--- REQUIRED WORK ---
The task calls for the lines from the start of the entries below through the line with "--surface:#271f25; --page:#2f272d; --text:#f1f3f6;", given again verbatim, with every picture dropped.

--- PROVIDED INFORMATION ---

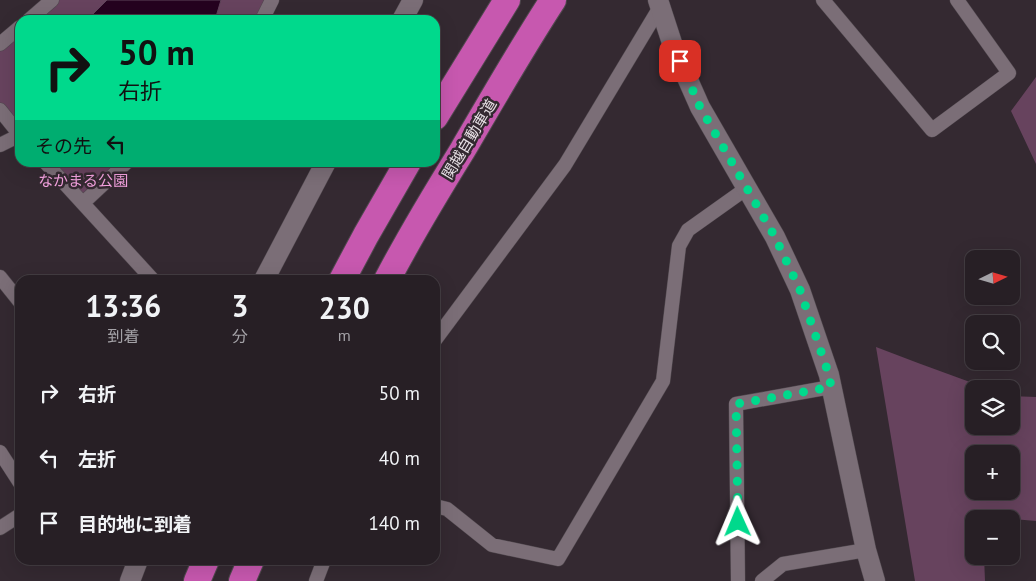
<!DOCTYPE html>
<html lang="ja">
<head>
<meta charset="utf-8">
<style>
	:root { --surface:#271f25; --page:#2f272d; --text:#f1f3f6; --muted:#a4a2a7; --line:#433d42 }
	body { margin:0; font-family:"PT Sans","Noto Sans JP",sans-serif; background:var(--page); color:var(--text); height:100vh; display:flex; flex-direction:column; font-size:19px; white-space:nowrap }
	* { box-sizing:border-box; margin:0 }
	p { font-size:16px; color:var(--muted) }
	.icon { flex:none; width:28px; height:28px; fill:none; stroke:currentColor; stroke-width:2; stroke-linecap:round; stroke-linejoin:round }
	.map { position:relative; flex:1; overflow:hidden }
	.side { position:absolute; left:15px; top:275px; width:425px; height:290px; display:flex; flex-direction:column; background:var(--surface); border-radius:15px; box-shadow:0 5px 20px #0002,0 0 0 1px var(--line) }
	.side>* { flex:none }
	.banner { position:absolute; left:15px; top:15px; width:425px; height:152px; border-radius:15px; box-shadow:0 5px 20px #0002,0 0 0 1px var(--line); background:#00d98c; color:#111; overflow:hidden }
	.needle { width:32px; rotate:85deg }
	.fabs { position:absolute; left:965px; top:250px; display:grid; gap:10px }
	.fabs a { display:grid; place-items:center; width:55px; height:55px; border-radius:10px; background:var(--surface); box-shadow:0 5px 20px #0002,0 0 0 1px var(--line); font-size:25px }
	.pin { position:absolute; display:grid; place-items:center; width:42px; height:42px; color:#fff; margin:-21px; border-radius:10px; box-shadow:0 2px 8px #0006 }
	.me { position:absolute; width:55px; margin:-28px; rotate:359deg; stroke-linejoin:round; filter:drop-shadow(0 0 4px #0008) }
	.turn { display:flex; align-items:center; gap:18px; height:105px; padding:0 20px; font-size:22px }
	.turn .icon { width:65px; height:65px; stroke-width:2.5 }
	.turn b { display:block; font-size:35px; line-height:42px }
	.then { display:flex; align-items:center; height:48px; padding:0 20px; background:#0003; gap:10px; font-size:19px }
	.eta { display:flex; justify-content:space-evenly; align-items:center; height:85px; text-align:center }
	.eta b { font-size:30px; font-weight:800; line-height:35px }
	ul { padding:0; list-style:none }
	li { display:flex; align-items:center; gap:15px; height:65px; padding:0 20px }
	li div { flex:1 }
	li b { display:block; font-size:19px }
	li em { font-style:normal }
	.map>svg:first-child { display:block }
</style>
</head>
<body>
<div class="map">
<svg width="1036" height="581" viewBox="0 0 1036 581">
	<rect width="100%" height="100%" fill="#342931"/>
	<path fill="#67435e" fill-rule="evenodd" d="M52,0H272L262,20H29Z
		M20,27V135L0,110V44Z
		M1036,77V164L1011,111Z
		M45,163H127L83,203Z
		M876,347L918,363L989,389H974V426H1011V396L1036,397V521L982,516L981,519H974V556H984L985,581H915ZM974,454H1011V491H974Z"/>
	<path fill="#25021f" stroke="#5f455a" d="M107,0H221L215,20H86L93,14Z"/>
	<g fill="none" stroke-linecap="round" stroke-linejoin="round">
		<defs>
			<path id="street" d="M823,0L932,130L1009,73L957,0
				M29,20L52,0
				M262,20L272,0
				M0,44L20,27
				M0,110L20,135
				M0,145L20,135
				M45,162L153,280
				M83,203L127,162
				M0,277L20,302
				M435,340L565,165L660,7
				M0,452L20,483
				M435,506L447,509L492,545L558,559L663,381L679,246L688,230L747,188
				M0,528L20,515
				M316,581L324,560
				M738,581L736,404L831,387
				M762,581L783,564L866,550"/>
			<path id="secondary" d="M658,0L673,46L700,107L775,237L800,290L829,375L866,550L875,581
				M402,20L413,0
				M264,280L326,162
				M130,581L138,560"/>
			<path id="highway" d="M435,117L507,0
				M342,280L366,235L408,162
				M387,280C410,236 436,193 462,151C492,100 521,49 553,0
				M197,581L206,560
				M242,581L251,560"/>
		</defs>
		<use href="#street" stroke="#50484e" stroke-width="15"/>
		<use href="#secondary" stroke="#50484e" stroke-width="21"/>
		<use href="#highway" stroke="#50484e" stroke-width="28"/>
		<use href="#street" stroke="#7b6e77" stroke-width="14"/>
		<use href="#secondary" stroke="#7b6e77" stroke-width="20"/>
		<use href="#highway" stroke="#c758af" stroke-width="26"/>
	</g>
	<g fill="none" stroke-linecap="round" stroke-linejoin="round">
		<path stroke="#00d98c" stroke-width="9" stroke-dasharray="0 16.2" d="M680,61L700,107L775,237L800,290L829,375L831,387L736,404L738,522"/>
	</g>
	<g text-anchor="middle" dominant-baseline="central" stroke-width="5" stroke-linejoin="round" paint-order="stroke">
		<g font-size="15" fill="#e7e0e5" stroke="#342931">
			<text transform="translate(469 139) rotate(-59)">関越自動車道</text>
		</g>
		<g font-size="15" fill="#f3a1de" stroke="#342931">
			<text x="83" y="180">なかまる公園</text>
		</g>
	</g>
</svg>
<div class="fabs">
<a><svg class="needle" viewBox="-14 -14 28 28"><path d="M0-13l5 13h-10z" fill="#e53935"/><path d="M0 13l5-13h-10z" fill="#a4a2a7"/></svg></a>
<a><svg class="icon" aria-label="search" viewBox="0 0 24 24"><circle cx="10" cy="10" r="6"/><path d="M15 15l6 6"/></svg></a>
<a><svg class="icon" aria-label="layers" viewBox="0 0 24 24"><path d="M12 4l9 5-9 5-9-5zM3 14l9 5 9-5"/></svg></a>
<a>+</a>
<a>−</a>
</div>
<div class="pin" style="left:680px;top:61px;background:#d93025"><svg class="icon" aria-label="arrive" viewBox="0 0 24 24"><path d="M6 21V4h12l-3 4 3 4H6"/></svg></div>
<svg class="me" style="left:738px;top:522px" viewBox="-20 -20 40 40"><path d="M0-17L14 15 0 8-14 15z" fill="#00d98c" stroke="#fff" stroke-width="4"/></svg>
<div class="banner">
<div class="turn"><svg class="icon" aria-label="right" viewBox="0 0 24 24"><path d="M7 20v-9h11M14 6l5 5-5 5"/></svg><div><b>50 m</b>右折</div></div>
<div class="then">その先<svg class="icon" aria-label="left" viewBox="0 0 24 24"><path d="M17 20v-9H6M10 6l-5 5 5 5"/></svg></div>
</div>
<section class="side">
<div class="eta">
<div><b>13:36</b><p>到着</p></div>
<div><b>3</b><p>分</p></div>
<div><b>230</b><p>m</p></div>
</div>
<ul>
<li><svg class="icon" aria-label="right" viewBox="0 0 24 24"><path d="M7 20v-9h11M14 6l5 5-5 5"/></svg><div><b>右折</b></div><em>50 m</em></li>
<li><svg class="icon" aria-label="left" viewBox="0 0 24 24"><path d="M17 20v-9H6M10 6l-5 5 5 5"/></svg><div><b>左折</b></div><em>40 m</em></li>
<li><svg class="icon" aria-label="arrive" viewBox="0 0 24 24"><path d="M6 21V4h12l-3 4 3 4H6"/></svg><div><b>目的地に到着</b></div><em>140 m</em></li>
</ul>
</section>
</div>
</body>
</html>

---

--- WRITTEN SOLUTION ---
<!DOCTYPE html>
<html lang="ja">
<head>
<meta charset="utf-8">
<style>
	:root { --surface:#271f25; --page:#2f272d; --text:#f1f3f6; --muted:#a4a2a7; --line:#433d42 }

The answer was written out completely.